Wilberforce’s character is brought home in the first five minutes. Riding through a pouring rainstorm in the countryside, he stops to berate two teamsters who are beating their exhausted horse. Despite being ill, despite being a stranger, he through the force of sheer will and conviction gets their attention. That one of them reconizes the man speaking to them in calm tones as the man who has spent most of his adult life trying to abolish slavery, as well as institute other changes to better society and uplift the underclass, bespeaks the fame Wilberforce had in his own time among even the probably illterate. The scene is also important in setting the stage for the world as it was in 18th-century England, a place of squalor, class distinctions, and casual cruelty that were seen to be the proper order of the world, not something that needed changing. It brings into sharper focus just how unusual Wilberforce was, but also the hurdles he had to overcome. Ioan Gruffud gets to his essence: a strident idealist, but not naive, a man who is outspoken, driven, and not to be taken lightly.
For the first two-thirds of the film, the action shifts between that time and fifteen years earlier when Wilberforce and his friend and co-abolitionist William Pitt (Benedict Cumerbatch), shortly to be England’s youngest Prime Minister ever, start their campaign.

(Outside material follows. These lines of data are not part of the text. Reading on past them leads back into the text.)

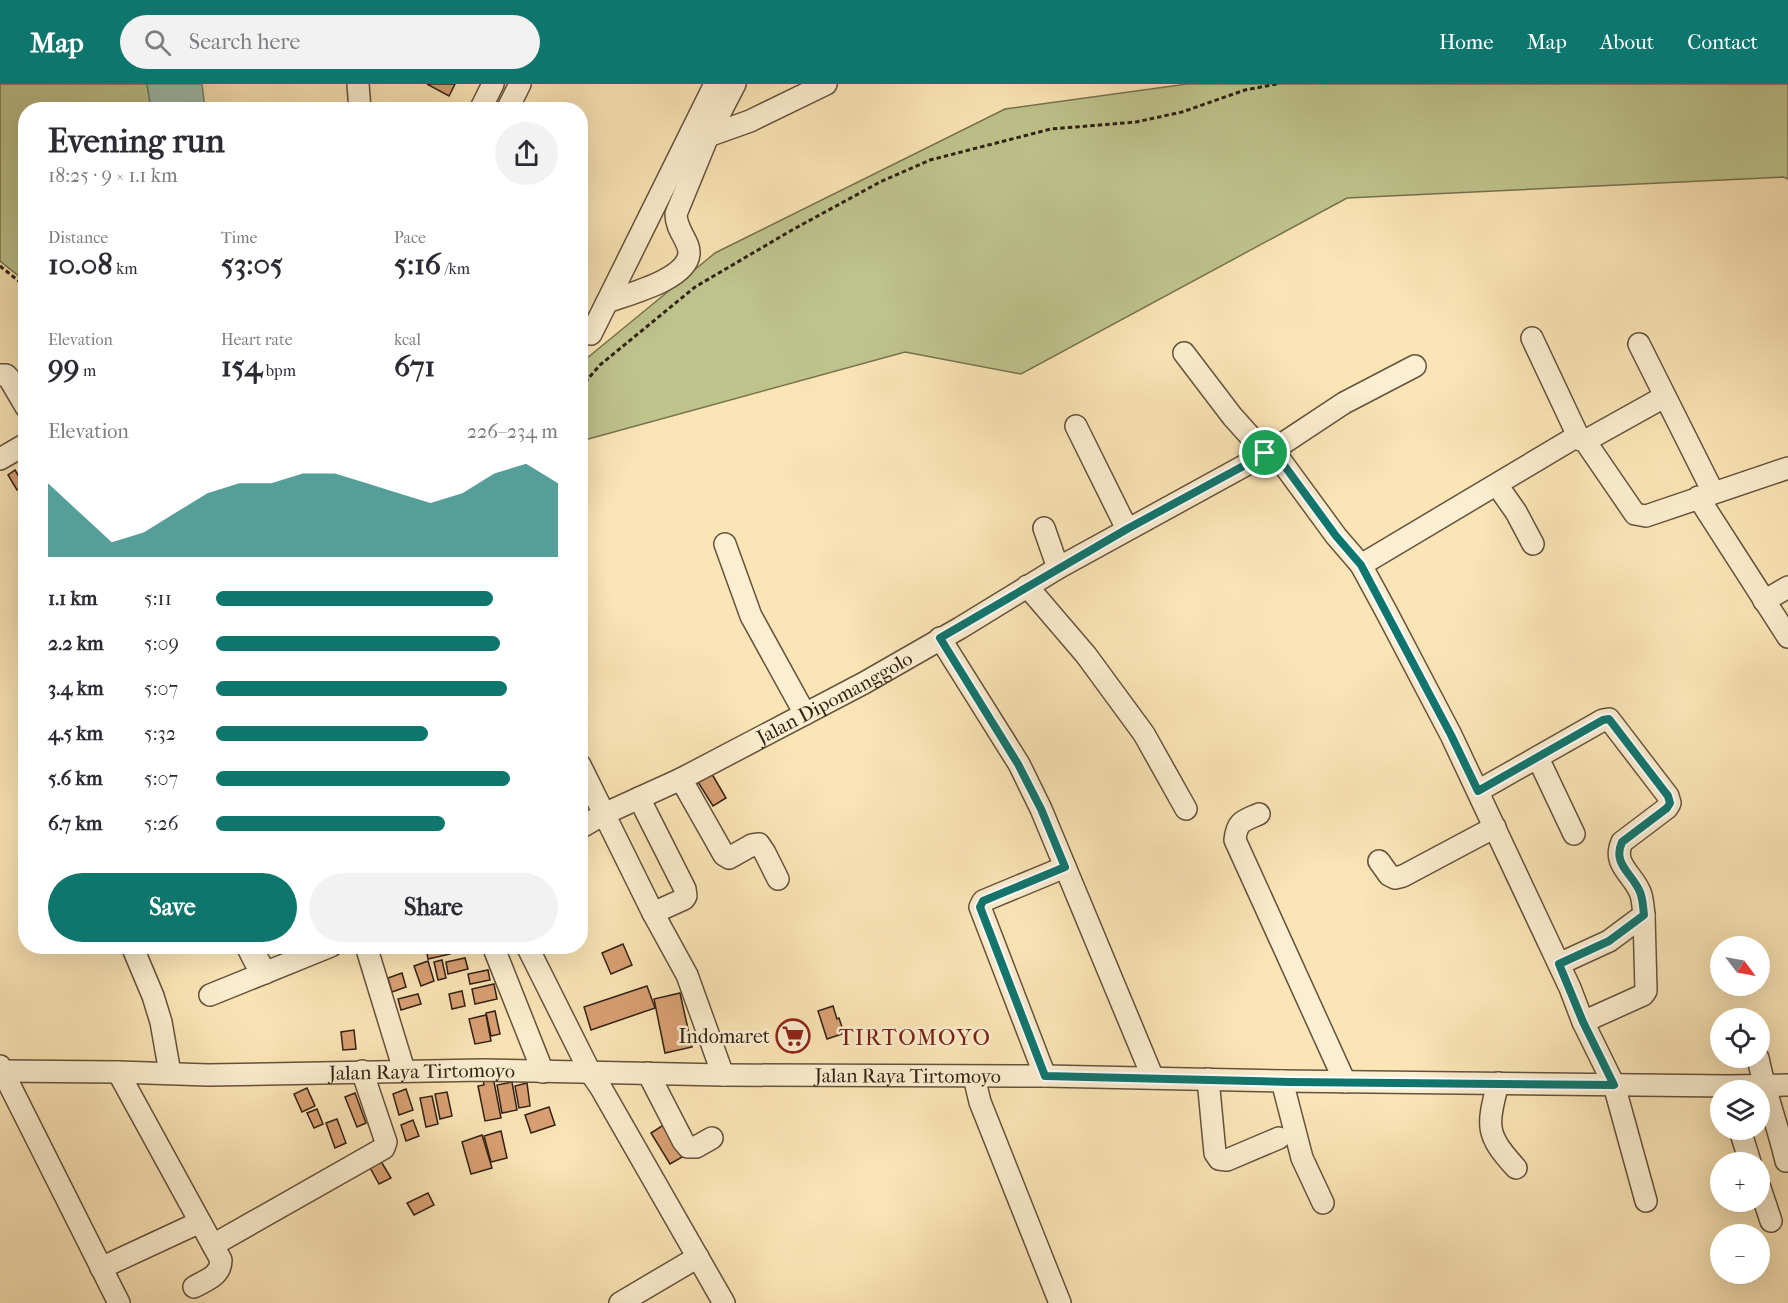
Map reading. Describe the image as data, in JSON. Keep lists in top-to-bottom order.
{
  "streets": {
    "street": ["Jalan Dipomanggolo", "Jalan Raya Tirtomoyo"]
  },
  "districts": ["TIRTOMOYO"],
  "places": {
    "supermarket": ["Indomaret"]
  },
  "north": "bottom right",
  "page": {
    "header": "Map",
    "search": "Search here",
    "nav": [
      "Home",
      "Map",
      "About",
      "Contact"
    ],
    "heading": ["Evening run", "18:25 · 9 × 1.1 km"],
    "stats": [
      ["Distance", "10.08 km"],
      ["Time", "53:05"],
      ["Pace", "5:16 /km"],
      ["Elevation", "99 m"],
      ["Heart rate", "154 bpm"],
      ["kcal", "671"]
    ],
    "chart": ["Elevation", "226–234 m"],
    "list": [
      {
        "name": "1.1 km",
        "note": "5:11"
      },
      {
        "name": "2.2 km",
        "note": "5:09"
      },
      {
        "name": "3.4 km",
        "note": "5:07"
      },
      {
        "name": "4.5 km",
        "note": "5:32"
      },
      {
        "name": "5.6 km",
        "note": "5:07"
      },
      {
        "name": "6.7 km",
        "note": "5:26"
      }
    ],
    "buttons": ["Save", "Share"],
    "map_buttons": ["+", "−"]
  }
}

In the later time, Wilberforce is a man broken in health and spirit. Addicted to laudunum to seek relief from his colitis, he is also haunted by his failure. It is during a conversation with the lovely young woman (Romola Garai), thrown in his way by concerned friends who think he should marry for his health if for no other reason, that he recounts how he decided between the ministry and the good fight in Parliament. Reinvigorated, the rest of the film details the often disconcerting struggle to continue the fight.

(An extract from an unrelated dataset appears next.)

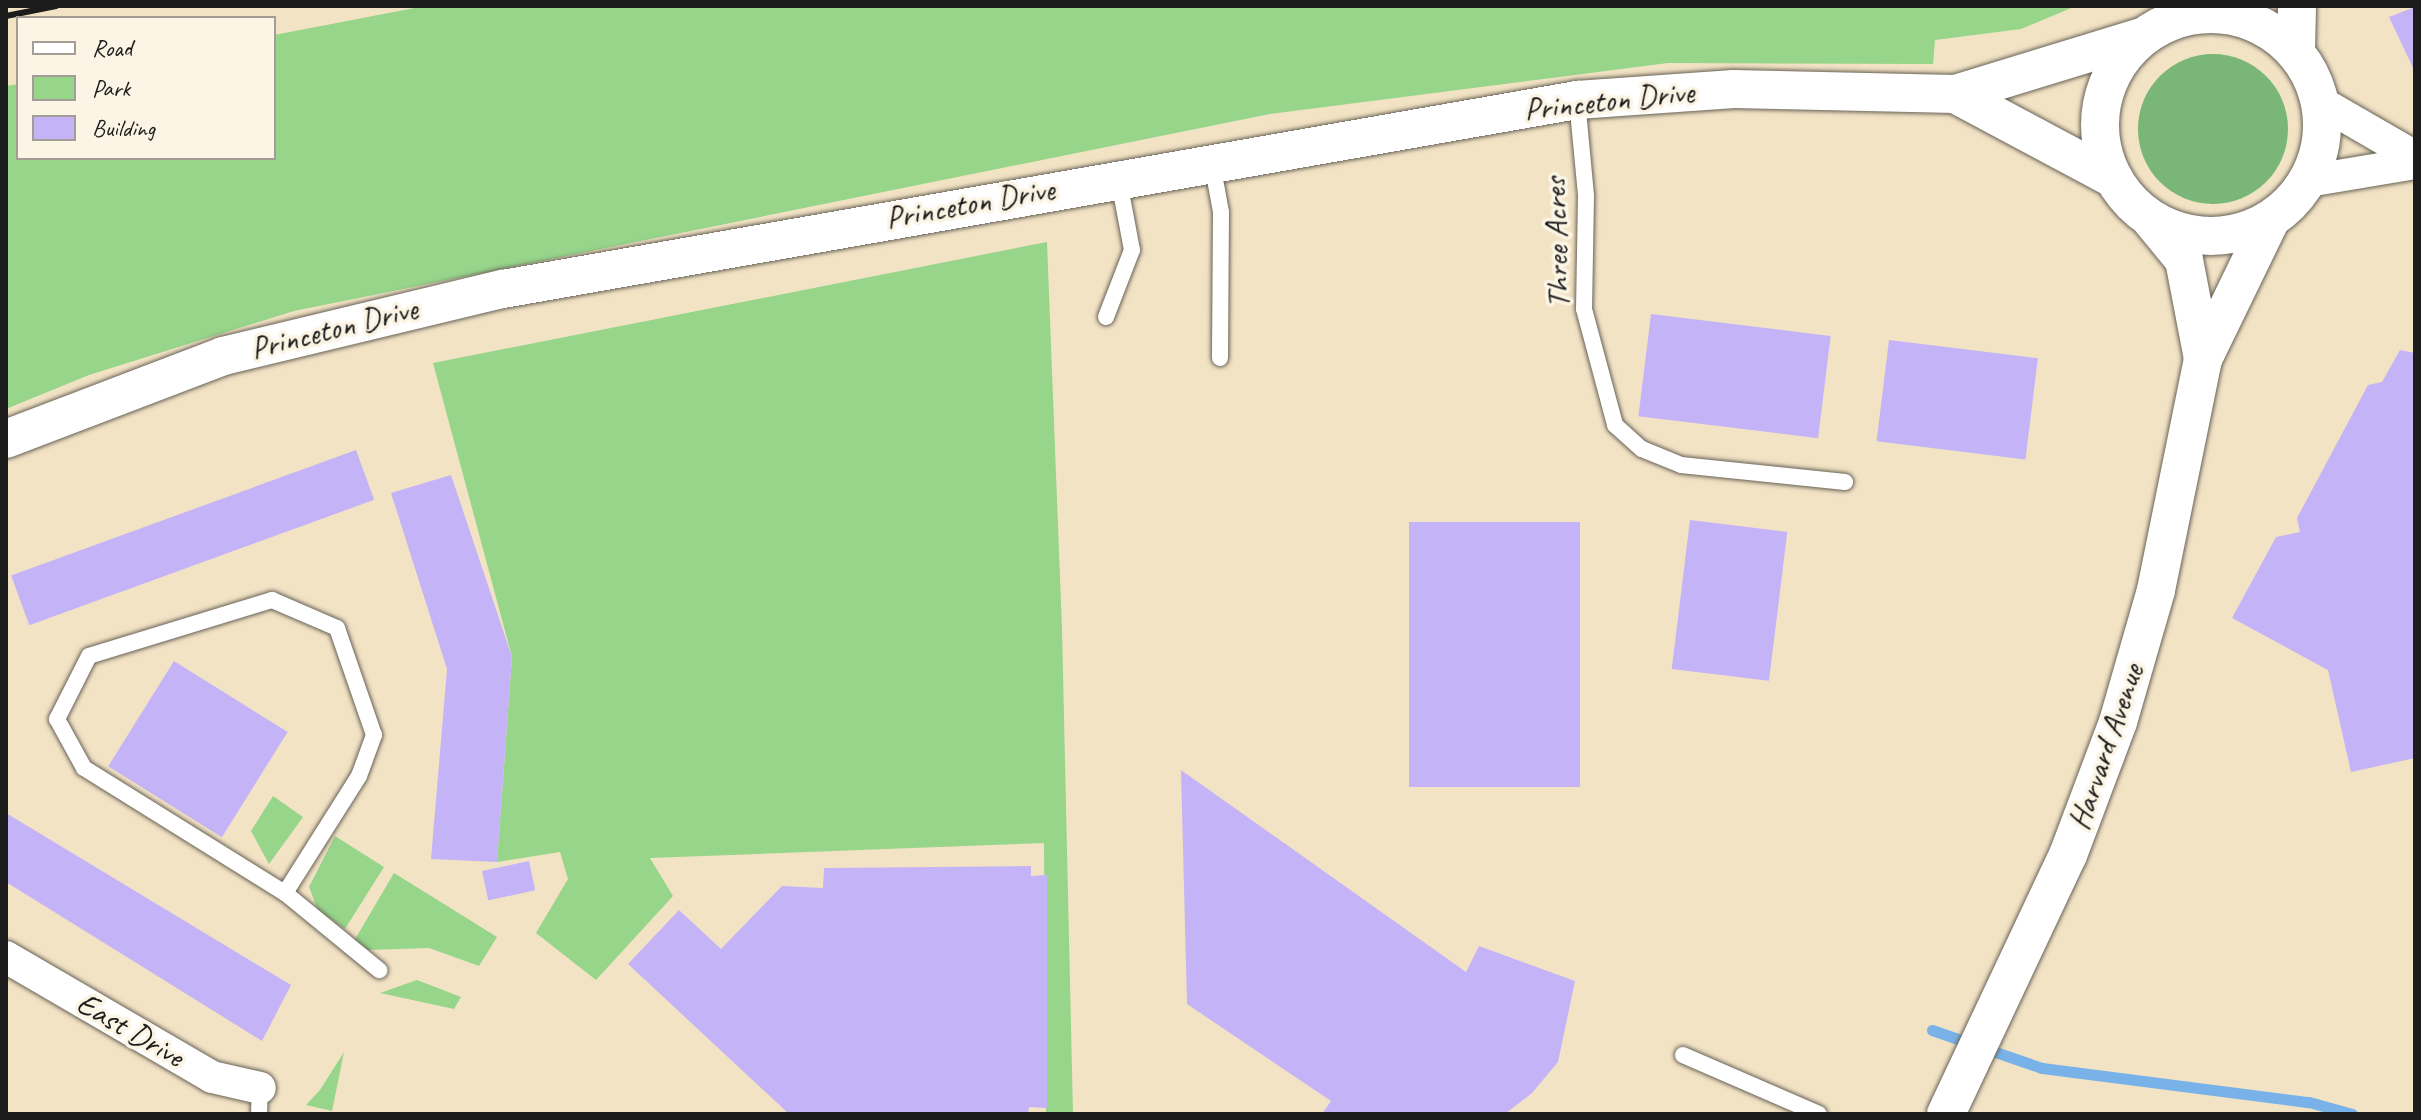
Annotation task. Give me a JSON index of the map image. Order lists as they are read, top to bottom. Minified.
{"streets":{"street":["Princeton Drive","Harvard Avenue","East Drive"],"lane":["Three Acres"]},"crossings":[["Princeton Drive","Three Acres"],["Princeton Drive","Harvard Avenue"]],"legend":["Road","Park","Building"]}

There is nothing that brings history alive quite like having events correlate to the present. In a story rich in details, from the coffin-sized berth in which slaves were confined during the brutal journey across the Middle Passage, to a round of antique golf, it is the political wranging that is the most vivid and most engrossing. A debate in Parliament in which Wilberforce is established as a powerful and persuasive speaker with a quick mind and a quicker jab, ribald and other, includes arguments pro and con over continuing the war in America that have a startlingly contemporary ring with the use of such words as “appeasement”. The arguments in favor of keeping the slave trade do, too, but not for anything having to do with human rights, but rather with profit. There is something jarring in the way politics can be made to serve self-interest and the profit margin, specifically the way big money gets its way without even trying to be subtle. Machinations, dirty tricks, and a whispering campaign greet Wilberforce’s efforts even as he turns public opinion in his favor by cajoling, bullying, and appealing to people’s basic sense of decency. When Pitt, now Prime Minister, warns him that continuing to speak out against a practice that, while evil, fills the coffers public and private will result in charges of sedition and treason, it is a psychic jolt.

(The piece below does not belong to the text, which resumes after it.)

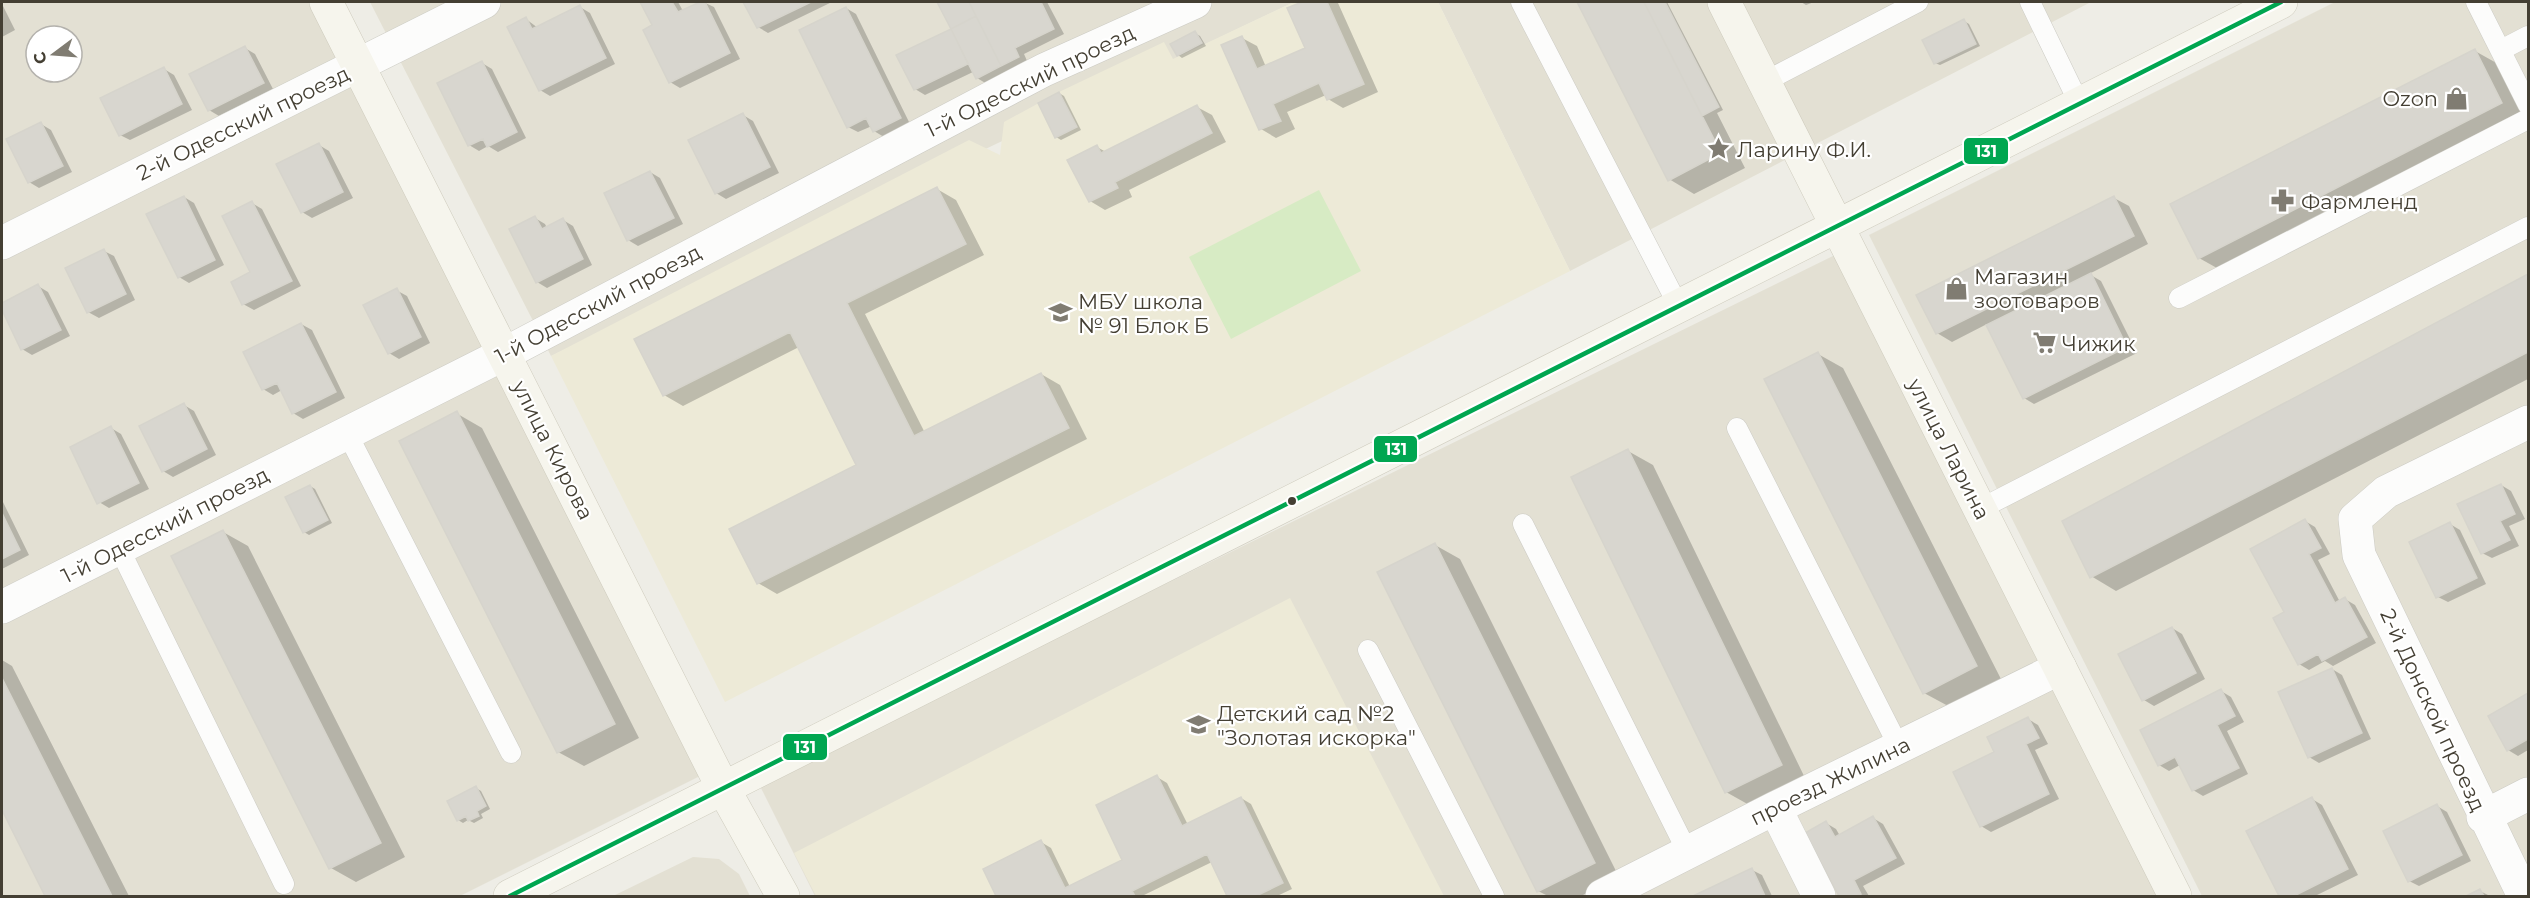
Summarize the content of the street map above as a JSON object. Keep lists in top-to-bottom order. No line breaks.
{"streets":{"street":["1-й Одесский проезд","2-й Одесский проезд","улица Ларина","улица Кирова","2-й Донской проезд","проезд Жилина"]},"crossings":[["1-й Одесский проезд","улица Кирова"],["2-й Одесский проезд","улица Кирова"],["улица Ларина","проезд Жилина"]],"places":{"shop":["Ozon","Магазин зоотоваров"],"place":["Ларину Ф.И."],"pharmacy":["Фармленд"],"school or university":["МБУ школа № 91 Блок Б","Детский сад №2 \"Золотая искорка\""],"supermarket":["Чижик"]},"lines":["transit line 131"],"north":"left"}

The cast is the best British sterling and all of them at the top of their game, particularly Rufus Sewell as an inconclastic preacher who is a mix of wry intellect, flyaway hair, and cranky impatience to change the world; a garrolous and guilt-ridden Albert Finney as John Newton, the ex-slave trader and Wilberforce’s mentor who was the composer of the eponymous hymn; Michael Gambon as dour Lord Fox effortlessly mixing a keen understanding of realpolitik and the sudden urge to do the right thing; Toby Jones as a bite-sized pug-dog of a dissolute prince; and Youssou N’Dour in a stunning film debut as Equiano, the freed slave whose melancholy dignity is at the center of the film.
AMAZING GRACE is a bracing experience, examining the best and worst of humanity while keeping the same sense of clear-eyed optimism that drove those dedicated to the cause. A celebration and a revelation, it’s as thought-provoking as it is entertaining.